The socially conscious Charles Dickens believed that Christmas could be otherwise enlightening. He felt that the spirit of the season did something positive for him personally and so he set about using his power with the written word to do the same for the rest of the world.

His first attempt, in 1835, in Bell’s Life magazine in London, was called “A Christmas Dinner.” This short sketch described the conviviality of a family forgiving and forgetting the past as it gathers around the Christmas table.

Dickens’ next story on the subject will sound even more familiar:

Cliff-Note synopsis: Unpleasant, cranky guy is annoyed by other people’s cheerfulness on Christmas Eve … is taken by supernatural beings to view scenes of family happiness and good … this convinces him to reform when he awakens the next day.

It’s called (get ready to be surprised)–

The Goblins Who Stole a Sexton. It’s an incidental part of the more notable whole of The Pickwick Papers.
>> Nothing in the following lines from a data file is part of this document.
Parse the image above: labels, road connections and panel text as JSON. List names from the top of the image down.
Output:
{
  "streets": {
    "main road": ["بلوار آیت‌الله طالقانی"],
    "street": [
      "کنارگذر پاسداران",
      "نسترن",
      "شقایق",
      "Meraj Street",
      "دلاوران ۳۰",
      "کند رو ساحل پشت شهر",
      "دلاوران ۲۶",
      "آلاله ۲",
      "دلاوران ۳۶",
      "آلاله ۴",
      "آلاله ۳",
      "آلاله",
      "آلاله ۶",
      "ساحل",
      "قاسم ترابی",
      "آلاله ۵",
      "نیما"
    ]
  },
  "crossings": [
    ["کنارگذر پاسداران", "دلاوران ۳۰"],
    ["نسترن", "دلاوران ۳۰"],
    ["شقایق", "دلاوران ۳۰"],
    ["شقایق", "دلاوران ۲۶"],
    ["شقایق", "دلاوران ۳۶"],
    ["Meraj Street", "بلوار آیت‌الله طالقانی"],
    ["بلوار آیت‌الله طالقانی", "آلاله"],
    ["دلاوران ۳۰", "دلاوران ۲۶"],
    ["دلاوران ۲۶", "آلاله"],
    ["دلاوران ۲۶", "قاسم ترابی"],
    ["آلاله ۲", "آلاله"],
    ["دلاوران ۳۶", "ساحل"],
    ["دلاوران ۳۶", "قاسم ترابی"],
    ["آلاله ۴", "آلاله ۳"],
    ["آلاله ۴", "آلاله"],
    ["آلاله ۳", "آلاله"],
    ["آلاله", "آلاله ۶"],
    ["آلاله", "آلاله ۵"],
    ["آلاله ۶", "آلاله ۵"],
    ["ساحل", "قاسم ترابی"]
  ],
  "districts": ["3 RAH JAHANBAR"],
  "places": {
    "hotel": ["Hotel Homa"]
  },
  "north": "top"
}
Seven more years pass. Dickens has many successes but, by 1843, he had somewhat fallen out of public favor as a writer. Not as good with money as he was with words, his financial situation had become troublesome for him. His social consciousness had him in an ongoing turmoil about the plight of the poor. He spent much time and effort making speeches appealing for aid to the working class. Then --

In October 1843, while he walked the streets, an idea came to him. He modeled it on “The Goblins …” and embellished it with details from his own life.

1843 First Edition
Title page
Illustrations by John Leech
By the second week of November, he completed his story – A Christmas Carol. In Prose. Being a Ghost Story of Christmas – and took it to his publisher.

Because he wanted it to be top quality, he worked on the design of the book, the paper and binding himself. He selected the illustrator. He arranged having the illustrations hand-tinted – all the while striving to keep the price as low as possible so it could be affordable for the audience he intended to influence.  

A few days before Christmas the new little book appeared.

Financially it was not a success. Although it sold well, he made very little from its initial sale because he succeeded too well in delivering quality at a bargain price. (True first editions are currently valued in the $10,000+ range.) Cheaply made pirate editions sold on both sides of the Atlantic also kept him from earning his due. Even when he sued one unethical publisher and won his case, Dickens suffered because the publisher’s bankruptcy left him with no settlement and yet he had court costs to pay.

It took Charles Dickens some time to realize just how completely he had succeeded although he had not made much money.

He wrote other Christmas books, one each year. In 1844 he wrote The Chimes and observed, “I believe I have written a tremendous book, and knocked the Carol out of the field.”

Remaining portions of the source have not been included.